En l’occurrence, les liens promotionnels étaient affichés à côté ou au-dessus de la liste des résultats naturels de la recherche et l’internaute faisait bien la différence entre les publicités et les résultats naturels de la recherche. Il résulte en effet du fonctionnement du moteur de recherches Google, que lorsque l’internaute introduit le nom d’une marque en tant que mot de recherche, le site internet du titulaire de ladite marque apparaît dans la liste des résultats naturels et cela, normalement, sur l’un des premiers rangs de cette liste.
Les marques alléguées de contrefaçon portaient sur des services identiques (catégories « publicité » et « reproduction de sons »), les juges ont donc dû vérifier s’il existait un risque de confusion pour l’internaute normalement averti :
Si le bandeau « Annonces » informait l’internaute qu’il s’agissait d’une publicité, néanmoins, le fait d’accoler sa dénomination sociale au lien hypertexte était de nature à engendrer une confusion dans l’esprit de l’internaute normalement averti, lequel serait enclin à penser qu’il existait un lien commercial entre les deux sociétés en présence. La contrefaçon de marque a été retenue.
Quel préjudice ?
L’annonce AdWords contrefaisante a fait l’objet de 38 clics sur une période limitée, ce qui a justifié l’allocation de 3000 euros de dommages et intérêts.
Concurrence déloyale constituée
L’utilisation par l’annonceur du nom commercial et du nom de domaine de son concurrent comme mot clé ne peut constituer un acte de concurrence déloyale que dans la mesure où le contenu de l’annonce induirait dans l’esprit du consommateur une confusion et l’amènerait à croire qu’il s’adresse au même distributeur.
En l’espèce, il a été démontré que la réservation de la marque du concurrent à titre de mot-clé dans le moteur de recherches Google était une attitude déloyale, et que le libellé de l’annonce a eu pour objet de détourner par des moyens déloyaux les clients du résultat naturel vers l’annonce publicitaire de l’annonceur (concurrence déloyale retenue).

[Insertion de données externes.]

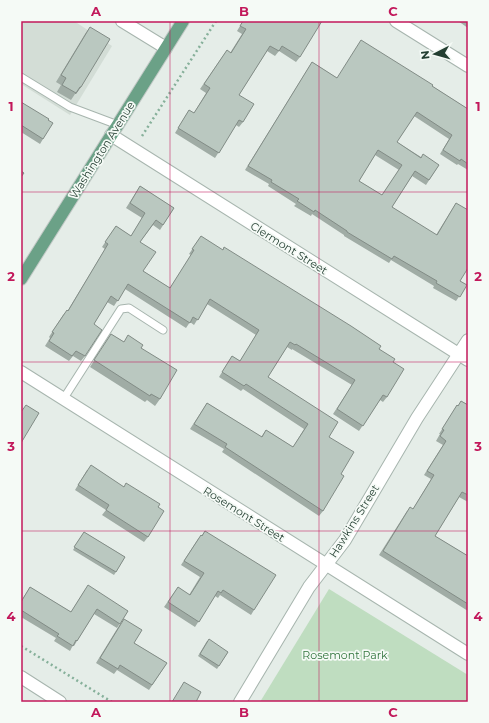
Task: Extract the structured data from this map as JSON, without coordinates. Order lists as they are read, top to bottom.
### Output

Conditions de l’atteinte à la dénomination sociale
L’atteinte à la dénomination sociale d’une société est sanctionnée sur le fondement de l’article 1382 du code civil. L’utilisation par l’annonceur de la dénomination sociale de son concurrent comme mot clé ne peut constituer un acte de concurrence déloyale et parasitaire que dans la mesure où le contenu de l’annonce induirait dans l’esprit du consommateur une confusion et l’amènerait à croire qu’il s’adresse au même prestataire de services. En l’espèce, il n’était pas démontré l’usage de moyens déloyaux par la réservation à titre de mot-clé de la dénomination sociale du concurrent.